## [Source data]

——

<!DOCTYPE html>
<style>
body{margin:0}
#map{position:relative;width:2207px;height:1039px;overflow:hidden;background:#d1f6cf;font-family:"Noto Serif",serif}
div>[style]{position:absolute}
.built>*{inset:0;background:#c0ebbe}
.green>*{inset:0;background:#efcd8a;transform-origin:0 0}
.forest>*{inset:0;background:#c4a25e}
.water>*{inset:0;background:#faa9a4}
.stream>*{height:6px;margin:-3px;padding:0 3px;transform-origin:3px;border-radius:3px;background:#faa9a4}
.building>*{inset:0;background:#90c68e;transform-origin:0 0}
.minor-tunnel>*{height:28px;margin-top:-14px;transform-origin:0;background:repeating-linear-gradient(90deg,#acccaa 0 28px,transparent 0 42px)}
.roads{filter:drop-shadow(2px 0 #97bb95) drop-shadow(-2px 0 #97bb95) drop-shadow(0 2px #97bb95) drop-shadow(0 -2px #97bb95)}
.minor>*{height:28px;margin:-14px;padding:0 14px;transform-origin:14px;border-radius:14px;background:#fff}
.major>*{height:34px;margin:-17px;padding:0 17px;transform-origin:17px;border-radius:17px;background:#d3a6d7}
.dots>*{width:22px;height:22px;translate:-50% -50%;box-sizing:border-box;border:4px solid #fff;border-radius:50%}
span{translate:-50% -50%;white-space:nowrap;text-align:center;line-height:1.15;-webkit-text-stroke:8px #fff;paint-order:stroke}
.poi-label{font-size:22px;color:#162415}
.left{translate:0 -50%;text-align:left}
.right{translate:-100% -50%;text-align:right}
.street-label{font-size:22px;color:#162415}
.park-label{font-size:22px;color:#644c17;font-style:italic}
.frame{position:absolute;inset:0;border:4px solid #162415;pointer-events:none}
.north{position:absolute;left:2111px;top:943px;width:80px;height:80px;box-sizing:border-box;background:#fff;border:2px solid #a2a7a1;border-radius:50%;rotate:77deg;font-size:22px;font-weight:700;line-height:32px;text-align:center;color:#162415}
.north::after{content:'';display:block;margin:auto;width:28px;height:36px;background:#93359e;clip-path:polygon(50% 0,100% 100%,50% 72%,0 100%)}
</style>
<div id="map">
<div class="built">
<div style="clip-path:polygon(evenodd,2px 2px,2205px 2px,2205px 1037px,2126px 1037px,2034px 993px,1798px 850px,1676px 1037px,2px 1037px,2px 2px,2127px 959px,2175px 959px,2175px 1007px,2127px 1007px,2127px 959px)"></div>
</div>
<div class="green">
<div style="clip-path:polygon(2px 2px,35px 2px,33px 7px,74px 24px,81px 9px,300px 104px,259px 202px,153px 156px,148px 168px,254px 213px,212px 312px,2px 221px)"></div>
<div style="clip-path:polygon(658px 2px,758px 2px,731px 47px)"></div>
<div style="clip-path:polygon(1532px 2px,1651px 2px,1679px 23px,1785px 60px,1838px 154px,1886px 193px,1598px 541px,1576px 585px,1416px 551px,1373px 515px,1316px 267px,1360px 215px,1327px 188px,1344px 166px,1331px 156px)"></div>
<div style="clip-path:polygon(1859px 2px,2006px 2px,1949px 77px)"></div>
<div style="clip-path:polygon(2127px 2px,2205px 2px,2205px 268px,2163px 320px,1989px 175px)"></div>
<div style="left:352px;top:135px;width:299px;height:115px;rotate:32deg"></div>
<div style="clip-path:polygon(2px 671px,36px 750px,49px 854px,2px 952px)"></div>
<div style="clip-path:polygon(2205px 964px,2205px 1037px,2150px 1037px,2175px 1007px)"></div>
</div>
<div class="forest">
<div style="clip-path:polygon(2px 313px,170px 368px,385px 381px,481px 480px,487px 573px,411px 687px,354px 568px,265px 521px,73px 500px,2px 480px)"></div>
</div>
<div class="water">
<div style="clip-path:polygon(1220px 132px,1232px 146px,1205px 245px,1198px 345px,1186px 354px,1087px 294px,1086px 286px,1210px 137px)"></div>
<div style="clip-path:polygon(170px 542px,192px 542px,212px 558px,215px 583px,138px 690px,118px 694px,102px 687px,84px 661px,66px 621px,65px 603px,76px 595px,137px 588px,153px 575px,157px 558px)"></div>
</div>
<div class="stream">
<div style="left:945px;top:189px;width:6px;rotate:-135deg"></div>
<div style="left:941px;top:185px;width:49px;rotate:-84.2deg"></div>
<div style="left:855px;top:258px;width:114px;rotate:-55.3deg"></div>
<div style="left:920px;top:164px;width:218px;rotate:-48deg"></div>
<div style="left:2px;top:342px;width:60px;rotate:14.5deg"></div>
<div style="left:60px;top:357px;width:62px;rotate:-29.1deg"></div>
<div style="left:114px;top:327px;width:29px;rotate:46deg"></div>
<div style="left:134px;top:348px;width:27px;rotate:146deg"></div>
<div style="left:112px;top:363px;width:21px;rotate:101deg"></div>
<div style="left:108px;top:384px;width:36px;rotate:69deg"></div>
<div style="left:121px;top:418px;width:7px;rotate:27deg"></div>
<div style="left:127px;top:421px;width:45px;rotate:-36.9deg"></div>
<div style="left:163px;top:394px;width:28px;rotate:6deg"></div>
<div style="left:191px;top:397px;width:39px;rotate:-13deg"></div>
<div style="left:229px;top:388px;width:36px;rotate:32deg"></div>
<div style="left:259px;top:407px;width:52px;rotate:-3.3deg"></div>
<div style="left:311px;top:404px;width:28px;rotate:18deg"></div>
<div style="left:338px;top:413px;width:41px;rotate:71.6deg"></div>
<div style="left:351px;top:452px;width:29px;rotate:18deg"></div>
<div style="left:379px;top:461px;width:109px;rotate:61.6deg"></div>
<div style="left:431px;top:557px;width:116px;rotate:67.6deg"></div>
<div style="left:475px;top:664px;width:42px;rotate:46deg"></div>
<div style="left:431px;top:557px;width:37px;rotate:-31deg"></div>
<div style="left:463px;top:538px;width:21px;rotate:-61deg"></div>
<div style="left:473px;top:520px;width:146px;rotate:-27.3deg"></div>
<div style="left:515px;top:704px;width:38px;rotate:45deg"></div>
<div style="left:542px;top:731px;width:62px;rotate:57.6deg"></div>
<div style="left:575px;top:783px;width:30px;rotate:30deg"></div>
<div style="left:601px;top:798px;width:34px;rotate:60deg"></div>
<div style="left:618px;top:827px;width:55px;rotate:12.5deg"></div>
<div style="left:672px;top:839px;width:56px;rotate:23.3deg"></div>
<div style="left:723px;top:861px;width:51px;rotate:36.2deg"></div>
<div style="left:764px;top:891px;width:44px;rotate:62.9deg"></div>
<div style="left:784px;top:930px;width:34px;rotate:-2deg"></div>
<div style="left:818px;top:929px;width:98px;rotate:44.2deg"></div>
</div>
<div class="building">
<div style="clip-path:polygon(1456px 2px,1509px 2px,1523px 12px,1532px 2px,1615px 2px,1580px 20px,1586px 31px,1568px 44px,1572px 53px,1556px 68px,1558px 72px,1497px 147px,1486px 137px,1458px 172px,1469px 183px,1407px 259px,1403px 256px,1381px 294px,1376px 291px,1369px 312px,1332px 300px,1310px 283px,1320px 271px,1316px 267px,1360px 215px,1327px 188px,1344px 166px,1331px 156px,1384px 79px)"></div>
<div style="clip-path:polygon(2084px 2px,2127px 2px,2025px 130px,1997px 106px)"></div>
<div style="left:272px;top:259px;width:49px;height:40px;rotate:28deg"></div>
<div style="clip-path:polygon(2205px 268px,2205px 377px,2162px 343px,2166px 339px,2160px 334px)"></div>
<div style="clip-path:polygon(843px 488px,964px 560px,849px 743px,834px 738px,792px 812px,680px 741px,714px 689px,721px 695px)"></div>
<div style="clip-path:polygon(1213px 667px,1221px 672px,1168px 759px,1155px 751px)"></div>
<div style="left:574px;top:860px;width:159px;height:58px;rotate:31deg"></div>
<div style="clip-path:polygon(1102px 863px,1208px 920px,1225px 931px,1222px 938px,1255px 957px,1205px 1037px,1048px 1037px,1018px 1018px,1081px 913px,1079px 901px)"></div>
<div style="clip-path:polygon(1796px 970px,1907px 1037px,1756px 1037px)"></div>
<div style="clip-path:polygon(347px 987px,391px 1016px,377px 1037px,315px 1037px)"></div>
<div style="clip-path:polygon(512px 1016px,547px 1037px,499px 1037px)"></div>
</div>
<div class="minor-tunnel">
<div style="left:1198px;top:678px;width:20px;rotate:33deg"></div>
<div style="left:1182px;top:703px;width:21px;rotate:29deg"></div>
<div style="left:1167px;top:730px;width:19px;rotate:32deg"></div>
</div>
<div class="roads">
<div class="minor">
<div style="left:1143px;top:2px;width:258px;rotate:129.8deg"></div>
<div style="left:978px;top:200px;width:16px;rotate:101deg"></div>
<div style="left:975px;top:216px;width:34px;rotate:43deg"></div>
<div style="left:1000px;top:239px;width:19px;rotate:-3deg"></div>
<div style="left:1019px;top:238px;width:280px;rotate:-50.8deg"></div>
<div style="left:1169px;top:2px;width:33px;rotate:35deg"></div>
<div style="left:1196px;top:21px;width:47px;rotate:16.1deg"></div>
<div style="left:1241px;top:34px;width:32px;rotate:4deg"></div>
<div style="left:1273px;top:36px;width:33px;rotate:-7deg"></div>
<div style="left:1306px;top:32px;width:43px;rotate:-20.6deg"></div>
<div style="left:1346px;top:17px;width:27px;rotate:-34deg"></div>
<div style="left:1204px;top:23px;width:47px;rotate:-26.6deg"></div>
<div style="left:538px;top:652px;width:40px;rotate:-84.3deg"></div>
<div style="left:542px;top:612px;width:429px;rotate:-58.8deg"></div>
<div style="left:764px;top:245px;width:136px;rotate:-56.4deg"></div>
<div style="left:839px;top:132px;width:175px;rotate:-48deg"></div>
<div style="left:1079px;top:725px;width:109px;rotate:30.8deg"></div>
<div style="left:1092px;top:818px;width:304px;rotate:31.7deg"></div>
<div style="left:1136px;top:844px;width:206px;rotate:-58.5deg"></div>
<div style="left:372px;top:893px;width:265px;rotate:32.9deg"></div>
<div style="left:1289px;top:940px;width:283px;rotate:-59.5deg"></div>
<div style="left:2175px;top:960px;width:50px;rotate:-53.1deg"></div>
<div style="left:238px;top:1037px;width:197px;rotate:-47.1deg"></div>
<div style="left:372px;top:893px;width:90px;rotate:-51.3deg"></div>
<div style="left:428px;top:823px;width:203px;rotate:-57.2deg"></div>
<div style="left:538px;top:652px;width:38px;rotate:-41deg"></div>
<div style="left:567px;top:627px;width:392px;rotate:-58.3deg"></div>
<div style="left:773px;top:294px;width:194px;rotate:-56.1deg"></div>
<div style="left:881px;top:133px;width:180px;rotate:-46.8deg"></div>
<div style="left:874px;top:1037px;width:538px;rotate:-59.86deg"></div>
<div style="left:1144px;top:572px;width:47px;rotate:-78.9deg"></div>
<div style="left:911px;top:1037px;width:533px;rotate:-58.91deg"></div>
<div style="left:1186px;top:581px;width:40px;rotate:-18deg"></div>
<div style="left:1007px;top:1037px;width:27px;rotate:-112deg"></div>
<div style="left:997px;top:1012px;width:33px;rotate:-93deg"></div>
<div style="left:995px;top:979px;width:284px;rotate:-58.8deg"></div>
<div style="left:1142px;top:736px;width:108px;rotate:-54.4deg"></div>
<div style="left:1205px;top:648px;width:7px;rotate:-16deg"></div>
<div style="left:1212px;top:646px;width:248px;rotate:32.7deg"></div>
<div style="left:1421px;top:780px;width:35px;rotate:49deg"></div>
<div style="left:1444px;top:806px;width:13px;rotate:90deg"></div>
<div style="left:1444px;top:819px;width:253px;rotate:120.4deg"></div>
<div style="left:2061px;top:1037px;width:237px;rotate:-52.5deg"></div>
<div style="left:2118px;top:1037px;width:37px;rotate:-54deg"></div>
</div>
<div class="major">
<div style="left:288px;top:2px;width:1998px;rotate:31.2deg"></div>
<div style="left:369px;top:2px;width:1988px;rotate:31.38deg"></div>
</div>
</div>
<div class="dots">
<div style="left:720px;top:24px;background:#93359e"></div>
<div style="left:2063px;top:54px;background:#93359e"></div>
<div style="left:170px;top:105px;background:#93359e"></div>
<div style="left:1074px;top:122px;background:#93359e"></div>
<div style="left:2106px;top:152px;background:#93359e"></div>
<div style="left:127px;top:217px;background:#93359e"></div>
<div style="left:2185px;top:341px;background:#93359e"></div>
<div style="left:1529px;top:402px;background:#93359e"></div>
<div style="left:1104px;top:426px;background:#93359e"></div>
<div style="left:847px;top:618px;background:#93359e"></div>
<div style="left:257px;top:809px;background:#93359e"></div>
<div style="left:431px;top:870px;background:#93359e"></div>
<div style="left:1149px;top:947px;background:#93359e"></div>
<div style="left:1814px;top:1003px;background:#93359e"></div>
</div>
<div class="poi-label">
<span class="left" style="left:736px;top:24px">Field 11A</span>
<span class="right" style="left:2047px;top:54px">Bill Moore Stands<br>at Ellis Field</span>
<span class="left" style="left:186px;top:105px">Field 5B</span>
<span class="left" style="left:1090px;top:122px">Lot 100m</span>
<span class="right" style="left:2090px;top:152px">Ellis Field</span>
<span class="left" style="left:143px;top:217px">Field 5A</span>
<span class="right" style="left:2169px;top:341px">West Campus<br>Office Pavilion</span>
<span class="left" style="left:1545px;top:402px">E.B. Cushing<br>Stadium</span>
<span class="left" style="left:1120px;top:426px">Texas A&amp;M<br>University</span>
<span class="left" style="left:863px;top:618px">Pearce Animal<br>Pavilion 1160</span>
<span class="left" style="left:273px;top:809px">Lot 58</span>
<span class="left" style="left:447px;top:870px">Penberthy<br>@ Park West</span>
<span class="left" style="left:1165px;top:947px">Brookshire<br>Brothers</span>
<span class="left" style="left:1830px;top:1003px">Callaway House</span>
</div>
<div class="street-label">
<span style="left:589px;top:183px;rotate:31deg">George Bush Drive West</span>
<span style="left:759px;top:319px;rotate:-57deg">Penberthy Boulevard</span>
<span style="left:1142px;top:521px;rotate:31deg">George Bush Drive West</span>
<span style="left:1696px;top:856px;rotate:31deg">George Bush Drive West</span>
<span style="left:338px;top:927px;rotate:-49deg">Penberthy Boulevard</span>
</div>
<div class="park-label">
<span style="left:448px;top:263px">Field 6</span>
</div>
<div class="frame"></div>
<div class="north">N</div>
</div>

——

## [What needs to be done]
Where the word "green" is present in a line of the listing, copy that line.

## [Reply]
.green>*{inset:0;background:#efcd8a;transform-origin:0 0}
<div class="green">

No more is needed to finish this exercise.